By some means (I am not entirely sure how as I have never been asked and don’t know of anyone who has, but it involves people filling out a survey online), the polling company will have a number of responders to its survey, a number of whom (let’s say x) intend to vote no, and a number (y) intend to vote yes. These figures, however, are not what are reported, and rightly, because they may be biased. A bias occurs when the demographic of the responders is not representative of the population as a whole.

For example, if our sample is 25% women and 75% men, this is biased, as the ratio should be closer to 50:50. Instead, what happens is that the poll companies will multiply the total number of votes in each demographic by a particular number, called a weight, to get a total more representative. In the case I described above, each woman will count as two people, and each man as 2/3 of a person.

So, if in a survey of some choice A versus another choice B we survey 250 women, of whom 100 vote A and 150 vote B and 750 men of whom 500 vote A and 250 vote B, the A-B ratio pre-weighting is 60%-40% and after weighting it is 53%-47%. 

Similar things happen with age, employment status, and so on, and it may be the case that for every demographic, the resulting numbers are a little bit “off” what they should be (as a result of the competing weights used). 

The reason there are differences between polling companies is that they calculate the weightings differently- namely, how do you decide what a valid “class” (a demographic which shares a common weight) is?
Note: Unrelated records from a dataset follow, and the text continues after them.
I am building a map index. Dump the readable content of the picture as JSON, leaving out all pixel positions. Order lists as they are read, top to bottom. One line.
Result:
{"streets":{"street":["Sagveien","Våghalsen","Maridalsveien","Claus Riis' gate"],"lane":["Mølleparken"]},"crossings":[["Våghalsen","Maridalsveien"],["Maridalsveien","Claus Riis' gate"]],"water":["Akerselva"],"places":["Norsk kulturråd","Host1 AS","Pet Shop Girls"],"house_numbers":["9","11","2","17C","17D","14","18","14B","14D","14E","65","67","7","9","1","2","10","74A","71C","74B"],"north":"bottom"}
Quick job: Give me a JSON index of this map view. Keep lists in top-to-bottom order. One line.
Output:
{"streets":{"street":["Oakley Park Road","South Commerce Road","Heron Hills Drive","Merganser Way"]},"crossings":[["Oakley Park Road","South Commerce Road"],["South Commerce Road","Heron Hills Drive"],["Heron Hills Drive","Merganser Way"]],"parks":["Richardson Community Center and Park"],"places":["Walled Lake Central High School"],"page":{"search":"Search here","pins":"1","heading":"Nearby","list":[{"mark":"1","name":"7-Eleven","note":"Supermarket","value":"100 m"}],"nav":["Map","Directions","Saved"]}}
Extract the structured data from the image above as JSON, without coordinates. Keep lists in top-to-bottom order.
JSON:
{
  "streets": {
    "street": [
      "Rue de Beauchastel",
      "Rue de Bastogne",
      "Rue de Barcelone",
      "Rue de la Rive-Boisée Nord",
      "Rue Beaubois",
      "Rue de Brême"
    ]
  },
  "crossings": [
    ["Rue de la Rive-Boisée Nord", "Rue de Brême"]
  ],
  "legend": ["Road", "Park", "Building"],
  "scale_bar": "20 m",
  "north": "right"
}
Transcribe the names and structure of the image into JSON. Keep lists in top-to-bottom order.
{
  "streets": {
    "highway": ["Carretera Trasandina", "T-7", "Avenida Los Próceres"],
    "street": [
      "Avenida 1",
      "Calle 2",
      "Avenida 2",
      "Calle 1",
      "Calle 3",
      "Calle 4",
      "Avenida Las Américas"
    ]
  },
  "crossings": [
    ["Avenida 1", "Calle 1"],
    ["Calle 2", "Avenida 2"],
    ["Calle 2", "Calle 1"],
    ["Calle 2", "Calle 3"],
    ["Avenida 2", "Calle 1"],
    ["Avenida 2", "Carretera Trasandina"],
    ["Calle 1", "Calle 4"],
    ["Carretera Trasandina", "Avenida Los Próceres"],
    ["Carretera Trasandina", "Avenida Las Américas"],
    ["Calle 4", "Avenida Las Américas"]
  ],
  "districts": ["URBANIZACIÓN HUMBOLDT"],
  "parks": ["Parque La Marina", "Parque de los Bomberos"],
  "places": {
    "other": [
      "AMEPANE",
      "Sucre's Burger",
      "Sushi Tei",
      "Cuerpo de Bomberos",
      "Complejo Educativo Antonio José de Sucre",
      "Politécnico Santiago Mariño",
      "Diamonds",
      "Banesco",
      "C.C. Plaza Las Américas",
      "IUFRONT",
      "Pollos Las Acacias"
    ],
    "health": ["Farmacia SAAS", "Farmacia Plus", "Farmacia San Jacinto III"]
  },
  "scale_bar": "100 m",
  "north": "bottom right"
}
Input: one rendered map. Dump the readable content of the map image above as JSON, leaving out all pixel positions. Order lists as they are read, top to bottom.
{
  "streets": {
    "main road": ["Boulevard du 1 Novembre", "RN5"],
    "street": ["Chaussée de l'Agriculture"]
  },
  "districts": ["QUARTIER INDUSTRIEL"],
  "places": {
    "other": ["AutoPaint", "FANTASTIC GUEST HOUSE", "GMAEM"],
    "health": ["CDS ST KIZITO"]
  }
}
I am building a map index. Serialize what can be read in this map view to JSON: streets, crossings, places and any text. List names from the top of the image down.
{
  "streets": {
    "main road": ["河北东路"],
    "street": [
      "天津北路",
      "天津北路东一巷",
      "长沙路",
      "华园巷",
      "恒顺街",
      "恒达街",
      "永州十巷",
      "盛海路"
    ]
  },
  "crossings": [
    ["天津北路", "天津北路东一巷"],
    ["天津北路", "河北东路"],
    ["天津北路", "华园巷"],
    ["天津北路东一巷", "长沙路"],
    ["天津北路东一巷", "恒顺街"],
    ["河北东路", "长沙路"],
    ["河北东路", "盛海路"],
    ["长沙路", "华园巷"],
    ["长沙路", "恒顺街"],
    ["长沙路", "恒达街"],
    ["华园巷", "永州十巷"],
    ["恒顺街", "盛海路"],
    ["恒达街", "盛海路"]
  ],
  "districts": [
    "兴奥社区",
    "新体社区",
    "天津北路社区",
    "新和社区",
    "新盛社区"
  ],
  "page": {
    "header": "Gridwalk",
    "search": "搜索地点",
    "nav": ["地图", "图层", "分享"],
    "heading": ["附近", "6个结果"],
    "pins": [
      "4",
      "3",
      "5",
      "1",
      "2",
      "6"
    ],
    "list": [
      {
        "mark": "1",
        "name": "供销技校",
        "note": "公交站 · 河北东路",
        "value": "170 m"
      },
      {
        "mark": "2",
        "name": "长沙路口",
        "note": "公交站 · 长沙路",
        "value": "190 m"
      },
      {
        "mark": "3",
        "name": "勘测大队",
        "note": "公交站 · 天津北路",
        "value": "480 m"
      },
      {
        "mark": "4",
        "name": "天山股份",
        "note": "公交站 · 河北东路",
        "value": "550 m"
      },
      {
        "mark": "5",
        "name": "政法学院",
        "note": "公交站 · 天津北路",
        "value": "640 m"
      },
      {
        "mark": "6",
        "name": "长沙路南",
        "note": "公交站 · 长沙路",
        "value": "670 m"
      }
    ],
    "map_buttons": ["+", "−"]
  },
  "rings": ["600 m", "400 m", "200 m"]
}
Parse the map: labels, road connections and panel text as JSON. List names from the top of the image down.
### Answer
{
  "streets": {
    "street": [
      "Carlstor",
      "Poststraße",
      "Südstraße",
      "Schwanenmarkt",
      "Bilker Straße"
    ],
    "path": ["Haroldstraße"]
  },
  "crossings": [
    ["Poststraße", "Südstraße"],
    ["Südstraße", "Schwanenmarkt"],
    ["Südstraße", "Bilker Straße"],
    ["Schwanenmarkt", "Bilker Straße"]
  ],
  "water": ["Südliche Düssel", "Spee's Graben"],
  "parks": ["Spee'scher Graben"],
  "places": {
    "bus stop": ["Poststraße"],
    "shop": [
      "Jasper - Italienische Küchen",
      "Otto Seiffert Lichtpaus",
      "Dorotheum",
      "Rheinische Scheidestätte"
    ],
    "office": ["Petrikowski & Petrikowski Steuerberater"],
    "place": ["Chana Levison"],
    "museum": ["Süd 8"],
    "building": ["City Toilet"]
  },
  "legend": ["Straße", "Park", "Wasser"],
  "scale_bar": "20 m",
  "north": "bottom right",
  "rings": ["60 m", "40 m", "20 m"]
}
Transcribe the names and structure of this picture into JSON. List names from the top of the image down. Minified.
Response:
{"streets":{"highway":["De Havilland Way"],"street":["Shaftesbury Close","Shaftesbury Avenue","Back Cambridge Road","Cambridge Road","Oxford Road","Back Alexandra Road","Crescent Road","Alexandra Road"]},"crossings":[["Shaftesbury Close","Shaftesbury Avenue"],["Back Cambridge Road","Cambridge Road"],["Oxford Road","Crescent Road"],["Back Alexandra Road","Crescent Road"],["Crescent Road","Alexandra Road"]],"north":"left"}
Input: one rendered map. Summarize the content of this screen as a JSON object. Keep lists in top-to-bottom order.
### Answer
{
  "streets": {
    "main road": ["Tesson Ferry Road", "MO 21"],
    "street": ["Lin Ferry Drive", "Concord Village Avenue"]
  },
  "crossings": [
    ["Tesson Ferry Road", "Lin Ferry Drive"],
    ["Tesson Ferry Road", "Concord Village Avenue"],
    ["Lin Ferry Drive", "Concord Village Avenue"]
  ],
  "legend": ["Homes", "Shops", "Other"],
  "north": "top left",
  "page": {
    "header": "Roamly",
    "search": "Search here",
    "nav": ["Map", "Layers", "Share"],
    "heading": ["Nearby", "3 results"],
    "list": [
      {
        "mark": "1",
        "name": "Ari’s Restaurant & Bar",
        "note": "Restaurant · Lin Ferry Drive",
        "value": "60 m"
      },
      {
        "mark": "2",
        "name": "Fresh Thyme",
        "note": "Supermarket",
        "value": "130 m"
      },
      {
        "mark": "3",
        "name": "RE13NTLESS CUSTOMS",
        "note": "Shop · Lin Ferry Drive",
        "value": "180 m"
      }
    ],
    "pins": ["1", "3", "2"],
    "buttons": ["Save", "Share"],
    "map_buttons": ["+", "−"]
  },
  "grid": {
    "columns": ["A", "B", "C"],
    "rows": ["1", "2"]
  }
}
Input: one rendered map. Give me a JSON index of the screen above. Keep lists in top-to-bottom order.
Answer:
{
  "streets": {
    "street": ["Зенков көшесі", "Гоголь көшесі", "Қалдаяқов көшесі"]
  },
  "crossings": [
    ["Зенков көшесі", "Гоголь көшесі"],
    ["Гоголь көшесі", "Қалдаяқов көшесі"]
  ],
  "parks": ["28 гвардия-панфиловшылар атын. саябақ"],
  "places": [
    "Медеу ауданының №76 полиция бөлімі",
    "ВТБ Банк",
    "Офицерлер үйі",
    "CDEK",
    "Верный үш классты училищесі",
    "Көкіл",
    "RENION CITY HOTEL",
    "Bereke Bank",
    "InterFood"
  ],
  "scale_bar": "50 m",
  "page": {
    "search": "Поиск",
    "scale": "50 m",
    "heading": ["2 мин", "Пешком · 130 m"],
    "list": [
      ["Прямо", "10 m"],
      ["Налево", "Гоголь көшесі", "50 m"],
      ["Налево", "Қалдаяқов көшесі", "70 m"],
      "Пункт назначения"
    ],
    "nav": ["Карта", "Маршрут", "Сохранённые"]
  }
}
And then how do you calculate the correct weights for these?

The different weights applied to classes combine to form a “model” (in statistical terms a model is a way of using data to represent a reality- the better the model, the closer to reality it is). Finding a model that approximates reality is a statistician’s holy grail (and if you do get a model of 100% accuracy, it’s best to approach with an air of suspicion).

Demographic data such as sex, age, and so on is fairly easy to calculate using census data (although, it will require some minor adjustment as it will be three years out-of-date), but most polling companies will also classify responders based on political leanings, which they’ll decide based on who they voted for in 2010 (General Election), 2011 (Scottish parliament election) or 2014 (European parliament). Newspaper readership may also come into play.

By way of example, two polls came out on Saturday night, this one from YouGov showing a slight advantage for “Yes”, and this one from Panelbase showing a slightly-less-slight advantage for “No”.

The YouGov one included Newspaper readership, while Panelbase did not.

Panelbase went for results in the 2011 and 2014 elections, while YouGov opted for the more general “political party affiliation” (taking into account that many voters vote Labour in Westminster, but SNP in Holyrood).

These factors combined contribute towards the differences, and you can hopefully see how the weightings have been applied from the various tables.

Ultimately, however, the variation is derived from the fact that it’s a random sample. For a good guide to actually reading polls, I recommend Nate Silver’s website fivethirtyeight and his book “The Signal and the Noise”. Also, worth checking out my old flatmate’s post on how we should interpret results here.

  1. markdavo says:

    Also worth pointing out in the YouGov poll is that more people said they were going to vote “No” than “Yes”, but because the sample was felt to have an insufficient number of SNP, the weighted sample gave Yes a 2% lead. Strangely, a higher percentage of people said “No” in YouGov’s unweighted sample than Panelbase’s, yet because of the way they weight their votes, pretty different conclusions were reached.